ENTRIES SHOWN:
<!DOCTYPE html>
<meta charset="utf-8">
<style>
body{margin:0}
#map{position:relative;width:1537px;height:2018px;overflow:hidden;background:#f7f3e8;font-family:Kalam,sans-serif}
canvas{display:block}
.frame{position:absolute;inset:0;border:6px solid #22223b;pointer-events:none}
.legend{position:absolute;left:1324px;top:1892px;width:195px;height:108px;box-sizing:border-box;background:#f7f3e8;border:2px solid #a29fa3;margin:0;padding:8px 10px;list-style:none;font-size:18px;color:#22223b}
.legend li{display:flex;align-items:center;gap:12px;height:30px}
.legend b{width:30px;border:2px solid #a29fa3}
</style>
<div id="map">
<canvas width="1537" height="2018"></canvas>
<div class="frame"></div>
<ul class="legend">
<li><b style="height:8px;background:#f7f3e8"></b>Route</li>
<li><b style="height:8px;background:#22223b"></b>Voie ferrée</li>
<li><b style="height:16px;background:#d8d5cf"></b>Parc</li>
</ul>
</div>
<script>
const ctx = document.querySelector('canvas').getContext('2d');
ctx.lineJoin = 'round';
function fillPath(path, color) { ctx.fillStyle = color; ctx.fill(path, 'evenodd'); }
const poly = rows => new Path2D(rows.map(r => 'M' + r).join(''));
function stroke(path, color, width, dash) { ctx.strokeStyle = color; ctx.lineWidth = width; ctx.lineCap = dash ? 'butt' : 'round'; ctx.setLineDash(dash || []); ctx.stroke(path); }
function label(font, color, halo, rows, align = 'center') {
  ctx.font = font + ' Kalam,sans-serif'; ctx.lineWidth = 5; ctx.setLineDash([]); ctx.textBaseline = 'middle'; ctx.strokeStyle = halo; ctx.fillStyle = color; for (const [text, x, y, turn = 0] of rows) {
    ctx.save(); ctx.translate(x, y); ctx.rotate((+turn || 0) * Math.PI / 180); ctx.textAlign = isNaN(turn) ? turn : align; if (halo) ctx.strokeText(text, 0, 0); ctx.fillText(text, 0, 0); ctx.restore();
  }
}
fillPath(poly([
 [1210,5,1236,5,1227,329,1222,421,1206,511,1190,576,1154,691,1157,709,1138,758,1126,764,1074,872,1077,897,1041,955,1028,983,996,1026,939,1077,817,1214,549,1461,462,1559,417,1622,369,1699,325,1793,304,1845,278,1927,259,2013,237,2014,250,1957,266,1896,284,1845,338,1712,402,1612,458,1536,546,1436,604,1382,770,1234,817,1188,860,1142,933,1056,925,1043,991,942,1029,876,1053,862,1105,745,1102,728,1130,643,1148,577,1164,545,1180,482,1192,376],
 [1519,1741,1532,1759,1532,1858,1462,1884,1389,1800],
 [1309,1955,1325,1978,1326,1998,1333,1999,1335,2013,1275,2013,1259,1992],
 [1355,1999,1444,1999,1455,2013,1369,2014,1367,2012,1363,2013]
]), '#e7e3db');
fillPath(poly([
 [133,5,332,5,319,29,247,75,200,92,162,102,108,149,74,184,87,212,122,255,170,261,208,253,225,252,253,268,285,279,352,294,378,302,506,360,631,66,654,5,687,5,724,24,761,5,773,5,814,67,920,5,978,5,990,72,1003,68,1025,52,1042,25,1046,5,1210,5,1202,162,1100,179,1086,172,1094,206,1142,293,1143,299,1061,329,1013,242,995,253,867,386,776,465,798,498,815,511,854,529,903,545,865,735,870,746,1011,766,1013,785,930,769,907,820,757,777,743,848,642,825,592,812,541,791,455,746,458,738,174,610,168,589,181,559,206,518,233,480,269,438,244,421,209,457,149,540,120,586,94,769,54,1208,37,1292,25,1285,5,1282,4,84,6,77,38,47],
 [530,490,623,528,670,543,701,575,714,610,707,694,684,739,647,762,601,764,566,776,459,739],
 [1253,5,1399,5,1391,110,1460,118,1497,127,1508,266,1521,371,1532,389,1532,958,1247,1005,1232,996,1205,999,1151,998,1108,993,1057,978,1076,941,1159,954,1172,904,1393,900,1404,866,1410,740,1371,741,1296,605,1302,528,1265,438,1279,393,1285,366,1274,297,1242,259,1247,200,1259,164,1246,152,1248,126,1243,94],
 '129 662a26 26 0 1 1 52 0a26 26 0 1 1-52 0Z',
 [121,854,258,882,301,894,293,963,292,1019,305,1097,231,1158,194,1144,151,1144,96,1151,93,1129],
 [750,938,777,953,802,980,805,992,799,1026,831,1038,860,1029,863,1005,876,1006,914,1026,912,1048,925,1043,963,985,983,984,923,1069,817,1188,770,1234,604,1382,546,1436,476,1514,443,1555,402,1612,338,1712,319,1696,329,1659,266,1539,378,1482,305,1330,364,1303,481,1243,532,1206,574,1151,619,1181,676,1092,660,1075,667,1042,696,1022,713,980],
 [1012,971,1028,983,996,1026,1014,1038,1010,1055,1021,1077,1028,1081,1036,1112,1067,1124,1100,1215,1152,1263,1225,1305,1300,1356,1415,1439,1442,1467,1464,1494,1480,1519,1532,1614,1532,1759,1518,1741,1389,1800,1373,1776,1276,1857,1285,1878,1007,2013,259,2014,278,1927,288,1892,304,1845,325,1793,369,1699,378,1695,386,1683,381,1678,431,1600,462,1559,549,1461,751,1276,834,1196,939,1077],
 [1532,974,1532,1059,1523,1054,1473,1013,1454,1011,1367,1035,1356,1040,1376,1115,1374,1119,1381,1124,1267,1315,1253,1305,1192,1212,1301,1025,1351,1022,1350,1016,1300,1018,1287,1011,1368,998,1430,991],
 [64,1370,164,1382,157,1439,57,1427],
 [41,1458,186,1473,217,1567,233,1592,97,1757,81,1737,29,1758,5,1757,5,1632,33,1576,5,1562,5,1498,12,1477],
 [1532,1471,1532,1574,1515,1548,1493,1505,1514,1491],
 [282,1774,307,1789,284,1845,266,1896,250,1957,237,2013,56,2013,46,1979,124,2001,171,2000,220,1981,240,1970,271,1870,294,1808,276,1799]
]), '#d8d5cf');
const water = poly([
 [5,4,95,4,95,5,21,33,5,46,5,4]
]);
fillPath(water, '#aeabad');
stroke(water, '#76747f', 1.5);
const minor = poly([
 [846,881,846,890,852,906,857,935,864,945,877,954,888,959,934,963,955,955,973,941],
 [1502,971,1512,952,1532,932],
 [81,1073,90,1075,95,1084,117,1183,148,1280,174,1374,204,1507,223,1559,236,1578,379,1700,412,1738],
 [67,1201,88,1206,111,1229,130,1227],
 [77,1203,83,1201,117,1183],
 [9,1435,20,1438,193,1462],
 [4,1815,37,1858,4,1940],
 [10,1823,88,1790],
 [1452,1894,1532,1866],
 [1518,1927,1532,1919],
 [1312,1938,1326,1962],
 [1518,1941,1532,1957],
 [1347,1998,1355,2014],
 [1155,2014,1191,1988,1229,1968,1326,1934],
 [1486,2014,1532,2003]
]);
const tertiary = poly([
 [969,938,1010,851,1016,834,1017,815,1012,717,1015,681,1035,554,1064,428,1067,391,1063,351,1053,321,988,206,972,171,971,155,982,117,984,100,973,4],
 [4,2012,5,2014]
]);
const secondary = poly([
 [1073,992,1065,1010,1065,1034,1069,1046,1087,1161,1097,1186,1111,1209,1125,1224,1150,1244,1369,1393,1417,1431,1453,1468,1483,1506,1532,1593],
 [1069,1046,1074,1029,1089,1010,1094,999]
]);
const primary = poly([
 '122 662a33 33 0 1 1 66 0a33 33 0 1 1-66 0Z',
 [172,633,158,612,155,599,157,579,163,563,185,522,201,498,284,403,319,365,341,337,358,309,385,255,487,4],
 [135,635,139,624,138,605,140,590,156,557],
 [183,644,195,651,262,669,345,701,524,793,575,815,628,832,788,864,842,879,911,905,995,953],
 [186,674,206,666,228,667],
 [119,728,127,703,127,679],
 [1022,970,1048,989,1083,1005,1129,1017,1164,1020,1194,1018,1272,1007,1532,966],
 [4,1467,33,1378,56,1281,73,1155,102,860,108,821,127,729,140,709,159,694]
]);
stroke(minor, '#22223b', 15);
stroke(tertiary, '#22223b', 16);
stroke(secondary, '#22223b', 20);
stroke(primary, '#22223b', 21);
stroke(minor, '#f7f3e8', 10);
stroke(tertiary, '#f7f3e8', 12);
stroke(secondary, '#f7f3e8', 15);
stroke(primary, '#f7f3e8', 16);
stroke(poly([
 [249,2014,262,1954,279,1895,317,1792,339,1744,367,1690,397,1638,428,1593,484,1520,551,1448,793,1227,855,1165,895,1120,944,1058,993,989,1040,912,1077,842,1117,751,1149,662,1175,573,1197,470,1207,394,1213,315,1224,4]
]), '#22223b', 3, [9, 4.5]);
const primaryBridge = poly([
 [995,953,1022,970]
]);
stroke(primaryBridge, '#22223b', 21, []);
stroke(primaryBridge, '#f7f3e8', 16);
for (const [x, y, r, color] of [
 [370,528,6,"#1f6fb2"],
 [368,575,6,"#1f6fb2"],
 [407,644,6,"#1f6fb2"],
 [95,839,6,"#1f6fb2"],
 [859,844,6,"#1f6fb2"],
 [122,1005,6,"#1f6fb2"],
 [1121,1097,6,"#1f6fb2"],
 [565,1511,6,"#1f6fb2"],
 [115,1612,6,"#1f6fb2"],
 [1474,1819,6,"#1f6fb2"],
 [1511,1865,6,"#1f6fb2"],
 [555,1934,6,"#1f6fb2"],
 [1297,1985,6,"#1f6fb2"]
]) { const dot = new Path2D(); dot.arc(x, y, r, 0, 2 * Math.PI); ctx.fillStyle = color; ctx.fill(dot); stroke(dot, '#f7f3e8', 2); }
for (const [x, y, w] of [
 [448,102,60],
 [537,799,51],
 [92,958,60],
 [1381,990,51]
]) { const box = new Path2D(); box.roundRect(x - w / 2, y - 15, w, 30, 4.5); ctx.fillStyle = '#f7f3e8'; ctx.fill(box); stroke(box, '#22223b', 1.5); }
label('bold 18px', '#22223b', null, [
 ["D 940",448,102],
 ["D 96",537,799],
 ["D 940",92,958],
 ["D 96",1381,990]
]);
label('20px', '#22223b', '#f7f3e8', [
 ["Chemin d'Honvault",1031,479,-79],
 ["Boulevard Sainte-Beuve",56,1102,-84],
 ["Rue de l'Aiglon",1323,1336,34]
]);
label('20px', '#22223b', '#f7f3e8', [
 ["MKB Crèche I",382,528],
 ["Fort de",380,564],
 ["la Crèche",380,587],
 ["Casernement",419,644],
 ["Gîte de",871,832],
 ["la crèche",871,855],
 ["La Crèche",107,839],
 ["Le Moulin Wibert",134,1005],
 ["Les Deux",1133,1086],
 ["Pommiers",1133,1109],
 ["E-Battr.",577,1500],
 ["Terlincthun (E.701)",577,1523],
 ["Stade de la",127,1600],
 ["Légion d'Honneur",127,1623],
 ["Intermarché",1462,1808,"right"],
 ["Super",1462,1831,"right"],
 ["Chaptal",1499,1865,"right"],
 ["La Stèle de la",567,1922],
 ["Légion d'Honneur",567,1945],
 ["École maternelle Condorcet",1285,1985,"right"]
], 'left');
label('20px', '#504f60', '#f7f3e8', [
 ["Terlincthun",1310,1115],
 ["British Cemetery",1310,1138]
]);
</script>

TASK TO CARRY OUT: Lines of the data above that include the string "function" must each be copied.

TASK SOLUTION:
function fillPath(path, color) { ctx.fillStyle = color; ctx.fill(path, 'evenodd'); }
function stroke(path, color, width, dash) { ctx.strokeStyle = color; ctx.lineWidth = width; ctx.lineCap = dash ? 'butt' : 'round'; ctx.setLineDash(dash || []); ctx.stroke(path); }
function label(font, color, halo, rows, align = 'center') {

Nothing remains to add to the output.